According to the report, Maharashtra, Tamil Nadu and Assam are the top three states in terms of percentage of universities accredited at 52, 46 and 44 respectively. Jharkhand, Haryana and Bihar are at the bottom with 8%, 14% and 15% respectively. Similarly, Assam, Punjab and Haryana are the top three states when it comes to percentage of colleges accredited at 67, 61 and 57 respectively, while Chhattisgarh, Andhra Pradesh and Bihar are the bottom three.

The University Grants Commission (UGC) has made it mandatory for all colleges and varsities to go in for accreditation for grants. Rohin Kapoor, Senior Manager of Deloitte India, said the sheer number of institutes in the country makes it difficult for the agency to carry out assessment. "There are close to 35,000 institutes and 650 universities in the country. The numbers go up every year," said Kapoor. "Since it is mandatory now, many colleges have been submitting their assessment reports. It will take time for the agency to process all.
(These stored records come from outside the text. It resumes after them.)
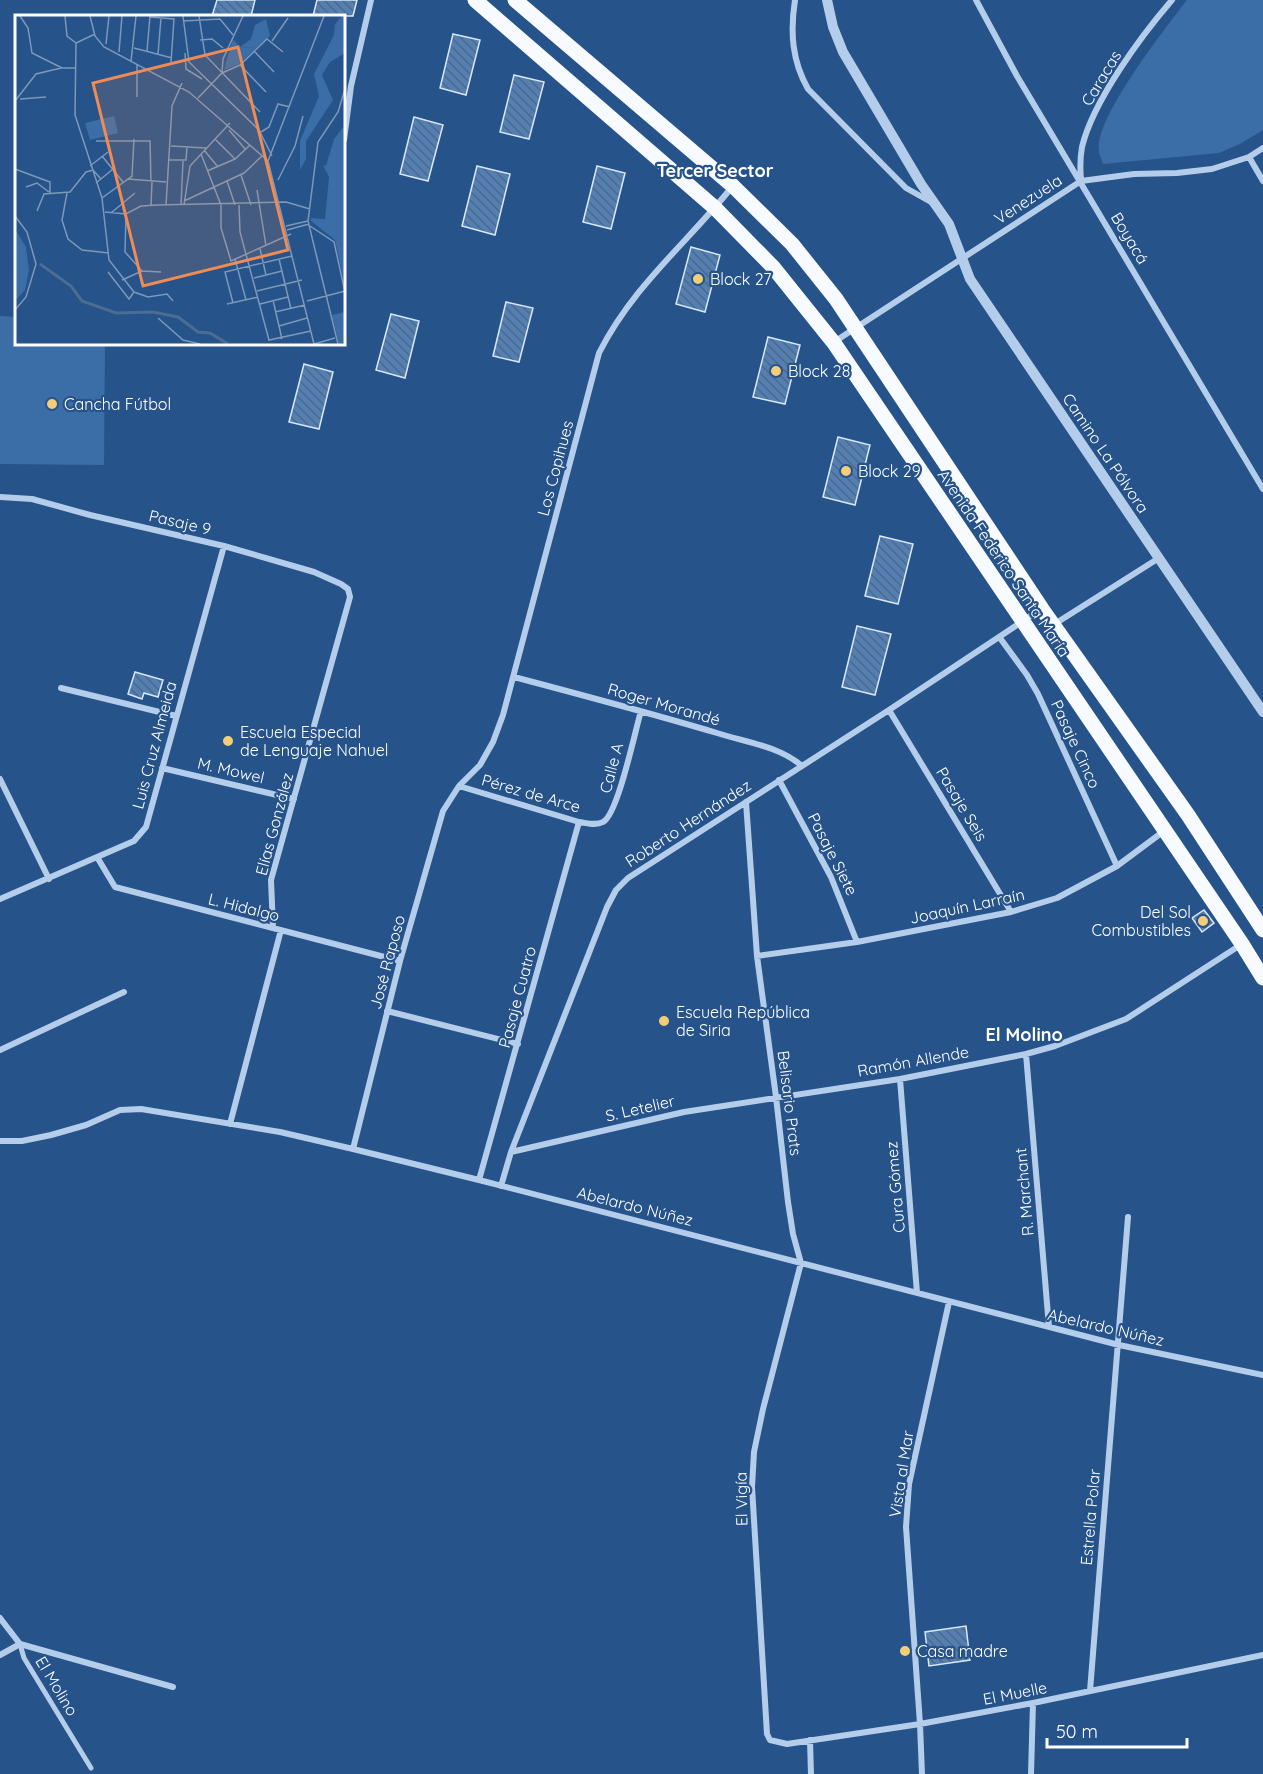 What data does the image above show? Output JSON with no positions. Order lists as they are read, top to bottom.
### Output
{
  "streets": {
    "main road": ["Avenida Federico Santa María"],
    "street": [
      "Caracas",
      "Venezuela",
      "Boyacá",
      "Camino La Pólvora",
      "Los Copihues",
      "Pasaje 9",
      "Roger Morandé",
      "Pasaje Cinco",
      "Luis Cruz Almeida",
      "Calle A",
      "M. Mowel",
      "Pérez de Arce",
      "Pasaje Seis",
      "Roberto Hernández",
      "Elías González",
      "Pasaje Siete",
      "Joaquín Larraín",
      "L. Hidalgo",
      "José Raposo",
      "Pasaje Cuatro",
      "Ramón Allende",
      "Belisario Prats",
      "S. Letelier",
      "Cura Gómez",
      "R. Marchant",
      "Abelardo Núñez",
      "Vista al Mar",
      "El Vigía",
      "Estrella Polar",
      "El Molino",
      "El Muelle"
    ]
  },
  "crossings": [
    ["Caracas", "Venezuela"],
    ["Caracas", "Boyacá"],
    ["Venezuela", "Boyacá"],
    ["Venezuela", "Camino La Pólvora"],
    ["Venezuela", "Avenida Federico Santa María"],
    ["Los Copihues", "Avenida Federico Santa María"],
    ["Los Copihues", "Roger Morandé"],
    ["Los Copihues", "Pérez de Arce"],
    ["Los Copihues", "José Raposo"],
    ["Pasaje 9", "Luis Cruz Almeida"],
    ["Pasaje 9", "Elías González"],
    ["Avenida Federico Santa María", "Roberto Hernández"],
    ["Avenida Federico Santa María", "Joaquín Larraín"],
    ["Avenida Federico Santa María", "Ramón Allende"],
    ["Roger Morandé", "Calle A"],
    ["Roger Morandé", "Roberto Hernández"],
    ["Pasaje Cinco", "Roberto Hernández"],
    ["Pasaje Cinco", "Joaquín Larraín"],
    ["Luis Cruz Almeida", "M. Mowel"],
    ["Luis Cruz Almeida", "L. Hidalgo"],
    ["Calle A", "Pérez de Arce"],
    ["M. Mowel", "Elías González"],
    ["Pérez de Arce", "José Raposo"],
    ["Pérez de Arce", "Pasaje Cuatro"],
    ["Pasaje Seis", "Roberto Hernández"],
    ["Pasaje Seis", "Joaquín Larraín"],
    ["Roberto Hernández", "Pasaje Siete"],
    ["Roberto Hernández", "Belisario Prats"],
    ["Roberto Hernández", "S. Letelier"],
    ["Roberto Hernández", "Abelardo Núñez"],
    ["Elías González", "L. Hidalgo"],
    ["Elías González", "Abelardo Núñez"],
    ["Pasaje Siete", "Joaquín Larraín"],
    ["Joaquín Larraín", "Belisario Prats"],
    ["L. Hidalgo", "José Raposo"],
    ["José Raposo", "Abelardo Núñez"],
    ["Pasaje Cuatro", "Abelardo Núñez"],
    ["Ramón Allende", "Belisario Prats"],
    ["Ramón Allende", "S. Letelier"],
    ["Ramón Allende", "Cura Gómez"],
    ["Ramón Allende", "R. Marchant"],
    ["Belisario Prats", "S. Letelier"],
    ["Belisario Prats", "Abelardo Núñez"],
    ["Belisario Prats", "El Vigía"],
    ["Cura Gómez", "Abelardo Núñez"],
    ["R. Marchant", "Abelardo Núñez"],
    ["Abelardo Núñez", "Vista al Mar"],
    ["Abelardo Núñez", "El Vigía"],
    ["Abelardo Núñez", "Estrella Polar"],
    ["Vista al Mar", "El Muelle"],
    ["El Vigía", "El Muelle"],
    ["Estrella Polar", "El Muelle"]
  ],
  "districts": ["Tercer Sector", "El Molino"],
  "places": [
    "Block 27",
    "Block 28",
    "Cancha Fútbol",
    "Block 29",
    "Escuela Especial de Lenguaje Nahuel",
    "Del Sol Combustibles",
    "Escuela República de Siria",
    "Casa madre"
  ],
  "scale_bar": "50 m"
}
The government should allow private agencies to assist NAAC. The policies should encourage a public-private partnership model for evaluating institutes in the country," he said.

Kapoor added that the data used from the website NAAC (2011-12) was the latest from the government available for the study. Many colleges have gone for accreditation post 2011-12, but the number of new institutes has also jumped in the last three years. Around 570 colleges went in for accreditation in 2012, 687 in 2013 and 517 in 2014 till date.
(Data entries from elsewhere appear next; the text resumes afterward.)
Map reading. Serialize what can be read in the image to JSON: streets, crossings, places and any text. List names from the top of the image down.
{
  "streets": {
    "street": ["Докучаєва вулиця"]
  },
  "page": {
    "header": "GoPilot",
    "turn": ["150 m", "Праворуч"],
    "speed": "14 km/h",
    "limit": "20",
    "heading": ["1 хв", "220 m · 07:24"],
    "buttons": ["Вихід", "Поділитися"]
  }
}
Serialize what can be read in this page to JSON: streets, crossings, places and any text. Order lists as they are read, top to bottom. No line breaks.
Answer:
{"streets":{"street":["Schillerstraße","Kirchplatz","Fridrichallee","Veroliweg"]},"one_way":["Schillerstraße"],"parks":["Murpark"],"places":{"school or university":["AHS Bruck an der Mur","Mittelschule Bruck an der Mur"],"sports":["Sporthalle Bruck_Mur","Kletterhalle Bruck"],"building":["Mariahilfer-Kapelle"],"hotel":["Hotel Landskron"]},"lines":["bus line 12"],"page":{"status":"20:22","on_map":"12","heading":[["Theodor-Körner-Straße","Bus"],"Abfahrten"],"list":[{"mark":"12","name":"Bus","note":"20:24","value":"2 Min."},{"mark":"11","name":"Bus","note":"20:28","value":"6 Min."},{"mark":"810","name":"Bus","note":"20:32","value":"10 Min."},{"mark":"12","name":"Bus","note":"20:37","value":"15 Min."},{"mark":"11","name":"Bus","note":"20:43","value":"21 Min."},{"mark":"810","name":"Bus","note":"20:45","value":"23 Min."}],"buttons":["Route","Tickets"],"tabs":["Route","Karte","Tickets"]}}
H. Devaraj, Vice-Chairman of UGC, said, "The UGC has sanctioned 25 new posts at NAAC, which is awaiting approval from the Ministry of Human Resource Development (MHRD). Once that is done, the staff strength will go up to 50. The NAAC is also planning to set up six to seven regional centres that will be equipped to grant accreditation to colleges/universities. The increase in the number of staff will help clearing backlog and expedite the process." He predicted the number will improve in the next two years.

"Most of the unaided colleges affiliated to the Mumbai University are the usual defaulters as they do not have approved staff and their infrastructure is not in place," said M A Khan, Registrar, Mumbai University. The most important parameter for accreditation is to have approved faculty on board, which institutes lack, he added. The MU has recently attached all the benefits granted to colleges to their accredited status. "We allow colleges to increase divisions, seats, or to set up a new course if they are accredited or have applied for re-accreditation," said Khan.